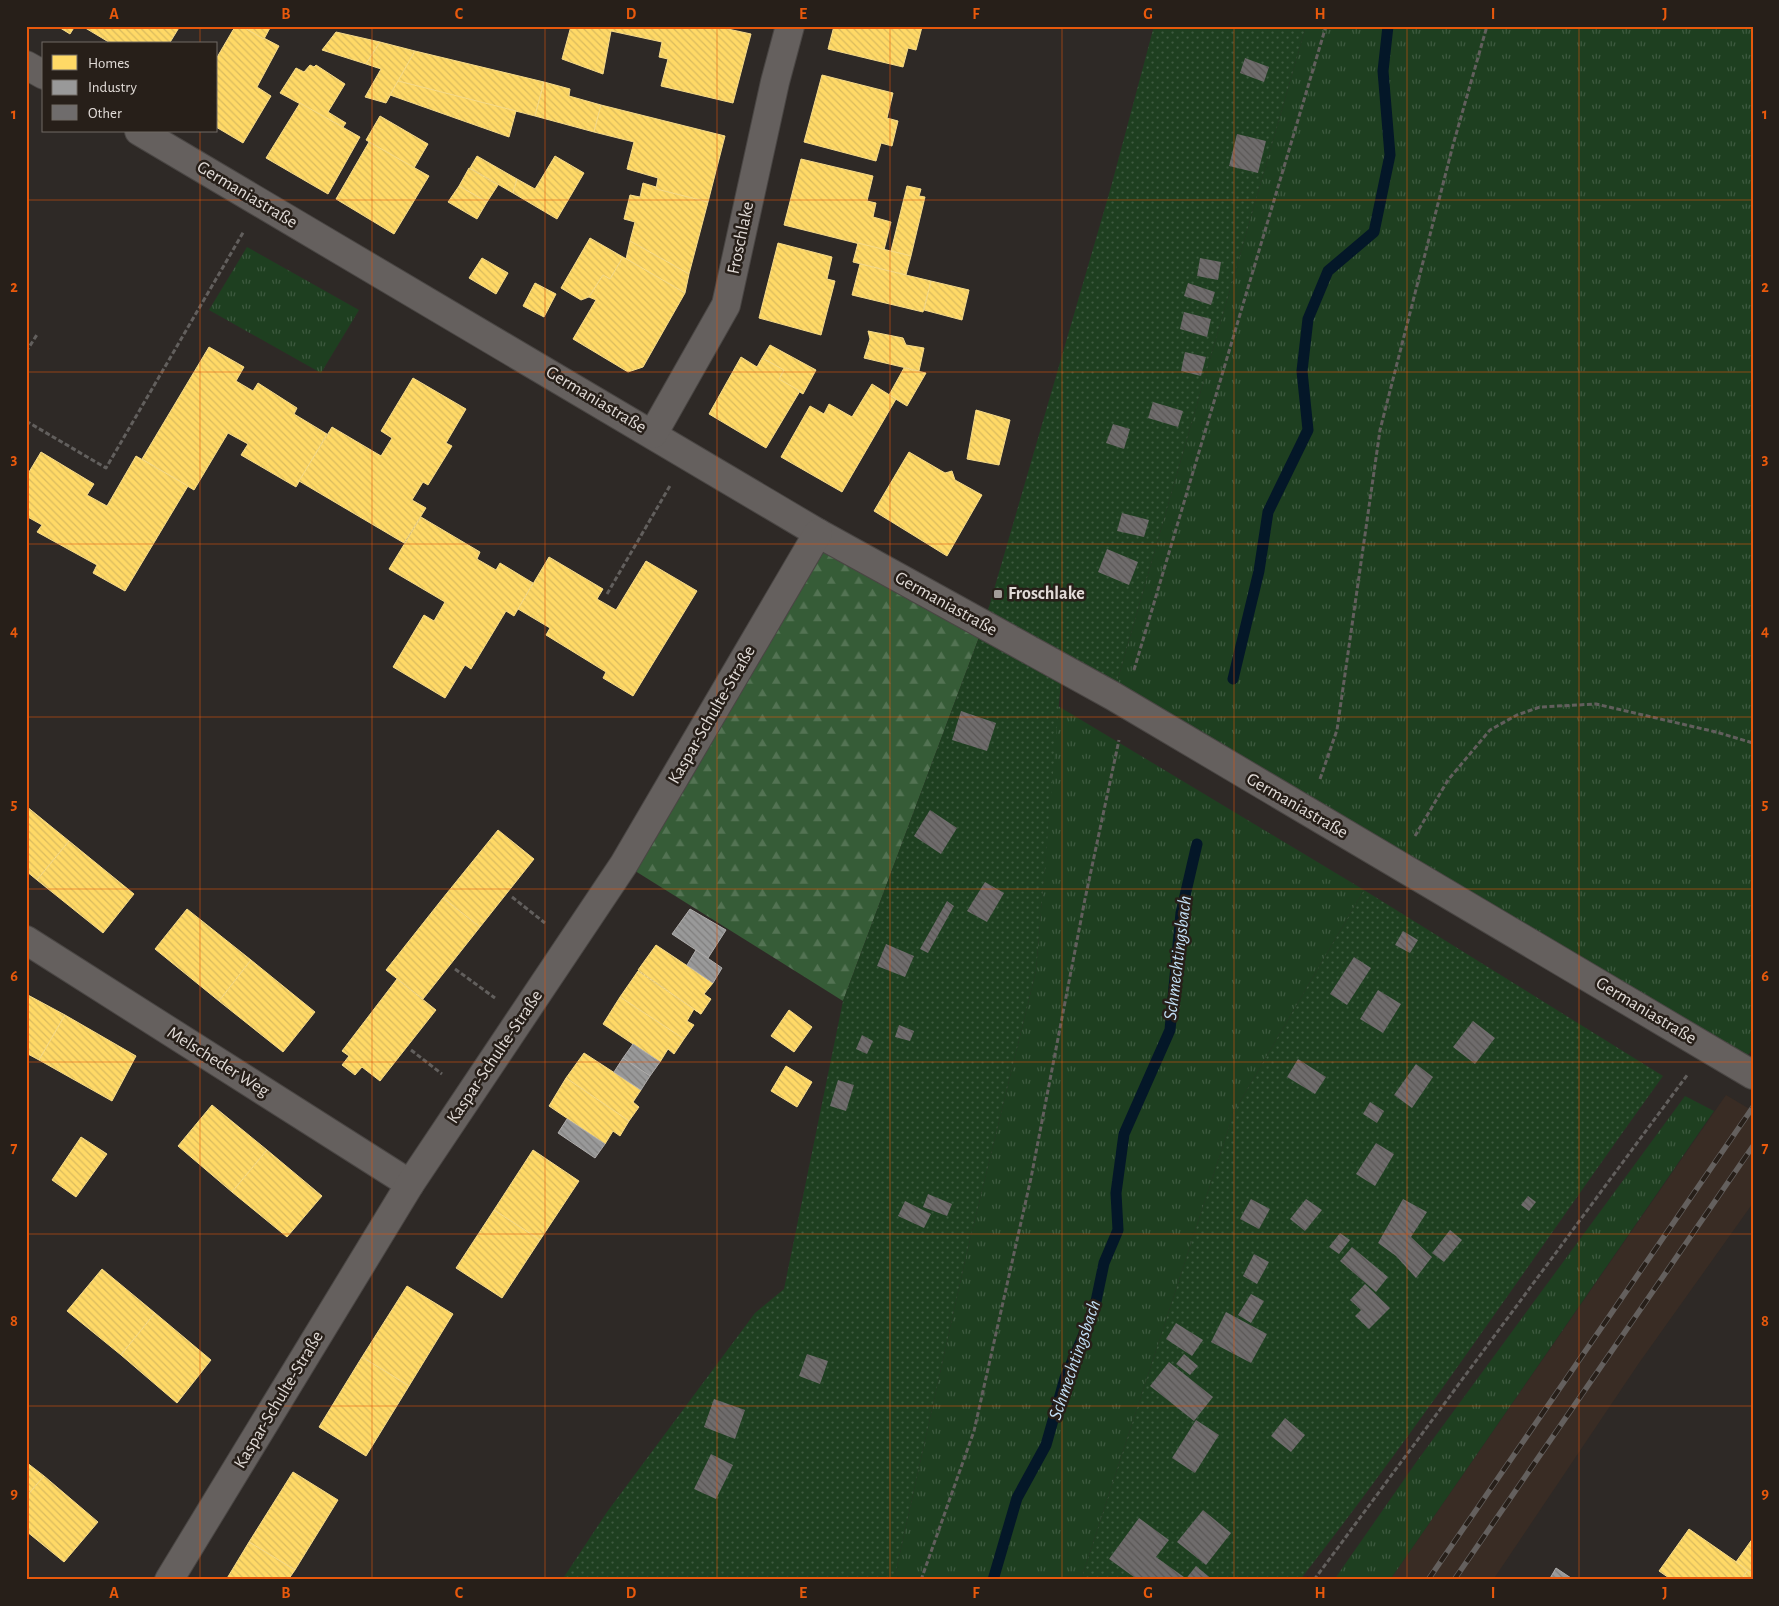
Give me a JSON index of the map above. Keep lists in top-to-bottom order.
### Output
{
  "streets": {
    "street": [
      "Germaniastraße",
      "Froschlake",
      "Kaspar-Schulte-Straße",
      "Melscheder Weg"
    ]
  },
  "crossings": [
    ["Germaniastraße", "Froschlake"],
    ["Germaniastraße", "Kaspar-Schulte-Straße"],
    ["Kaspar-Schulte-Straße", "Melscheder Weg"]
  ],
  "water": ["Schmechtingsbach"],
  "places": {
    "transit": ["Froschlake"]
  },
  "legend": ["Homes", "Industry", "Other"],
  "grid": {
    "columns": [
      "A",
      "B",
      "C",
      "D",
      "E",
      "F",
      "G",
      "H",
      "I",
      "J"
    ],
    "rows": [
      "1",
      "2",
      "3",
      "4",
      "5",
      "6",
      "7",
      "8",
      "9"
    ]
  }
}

========================================

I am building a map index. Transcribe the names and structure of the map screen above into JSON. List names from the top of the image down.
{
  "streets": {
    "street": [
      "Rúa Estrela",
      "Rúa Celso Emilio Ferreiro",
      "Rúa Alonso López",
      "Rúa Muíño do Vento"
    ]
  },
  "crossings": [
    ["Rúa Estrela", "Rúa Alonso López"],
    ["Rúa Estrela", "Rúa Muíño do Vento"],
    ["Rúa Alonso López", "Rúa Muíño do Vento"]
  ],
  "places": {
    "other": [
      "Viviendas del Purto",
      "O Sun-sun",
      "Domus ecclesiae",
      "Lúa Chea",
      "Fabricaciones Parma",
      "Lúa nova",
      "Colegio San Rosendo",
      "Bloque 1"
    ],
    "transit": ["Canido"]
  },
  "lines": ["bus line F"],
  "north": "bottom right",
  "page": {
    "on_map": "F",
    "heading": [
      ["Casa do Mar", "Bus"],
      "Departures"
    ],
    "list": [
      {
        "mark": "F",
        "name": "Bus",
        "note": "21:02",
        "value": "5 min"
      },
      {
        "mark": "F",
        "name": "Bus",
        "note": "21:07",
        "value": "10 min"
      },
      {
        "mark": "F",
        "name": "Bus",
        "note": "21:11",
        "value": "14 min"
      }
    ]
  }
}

========================================

WHAT TO WORK ON
Which lines contain "Melscheder"? Copy each of them from the listing.

YOUR SOLUTION
      "Melscheder Weg"
    ["Kaspar-Schulte-Straße", "Melscheder Weg"]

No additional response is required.